Work order
Should a picture appear anywhere in the data, omit it and copy everything else exactly.

Information supplied
- - -

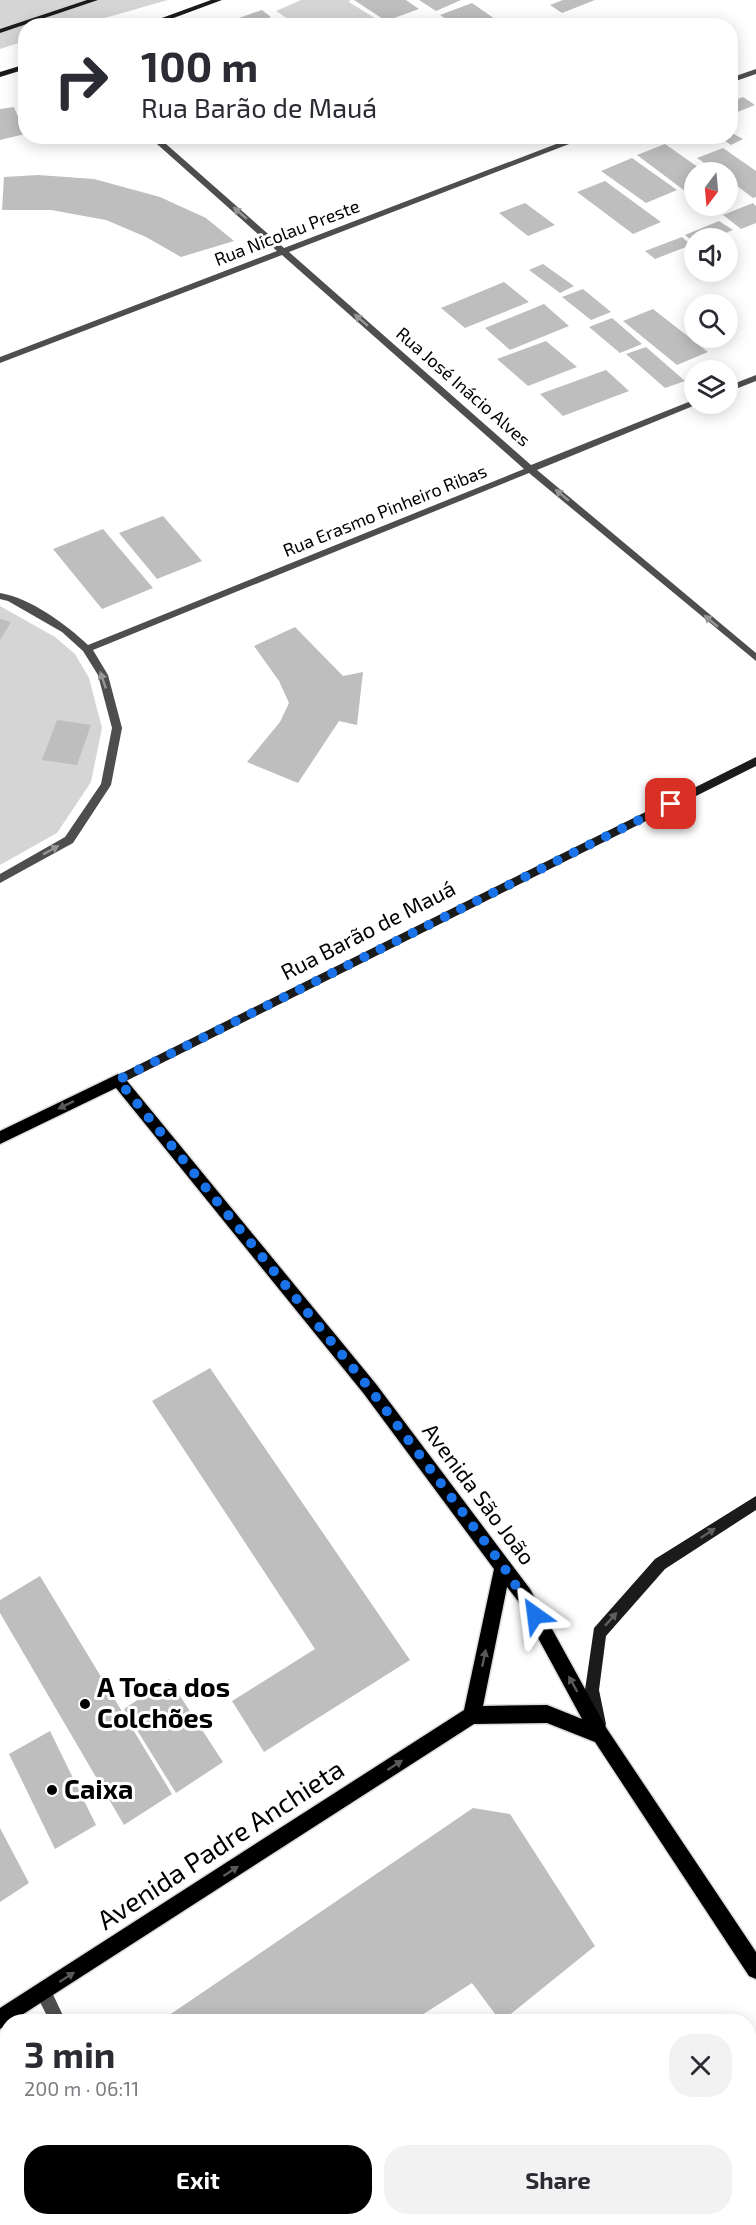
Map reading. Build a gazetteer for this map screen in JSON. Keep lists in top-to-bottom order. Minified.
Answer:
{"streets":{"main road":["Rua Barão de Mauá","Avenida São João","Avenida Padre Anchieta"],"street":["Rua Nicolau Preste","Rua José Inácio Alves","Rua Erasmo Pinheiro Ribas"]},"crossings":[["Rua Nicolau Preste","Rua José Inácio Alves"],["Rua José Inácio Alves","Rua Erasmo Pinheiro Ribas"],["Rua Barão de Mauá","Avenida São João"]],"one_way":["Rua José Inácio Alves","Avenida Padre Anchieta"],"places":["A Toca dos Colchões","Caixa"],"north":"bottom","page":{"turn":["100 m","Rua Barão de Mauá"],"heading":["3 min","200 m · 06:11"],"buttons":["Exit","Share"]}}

- - -

Answer below
Map reading. Build a gazetteer for this map screen in JSON. Keep lists in top-to-bottom order. Minified.
Answer:
{"streets":{"main road":["Rua Barão de Mauá","Avenida São João","Avenida Padre Anchieta"],"street":["Rua Nicolau Preste","Rua José Inácio Alves","Rua Erasmo Pinheiro Ribas"]},"crossings":[["Rua Nicolau Preste","Rua José Inácio Alves"],["Rua José Inácio Alves","Rua Erasmo Pinheiro Ribas"],["Rua Barão de Mauá","Avenida São João"]],"one_way":["Rua José Inácio Alves","Avenida Padre Anchieta"],"places":["A Toca dos Colchões","Caixa"],"north":"bottom","page":{"turn":["100 m","Rua Barão de Mauá"],"heading":["3 min","200 m · 06:11"],"buttons":["Exit","Share"]}}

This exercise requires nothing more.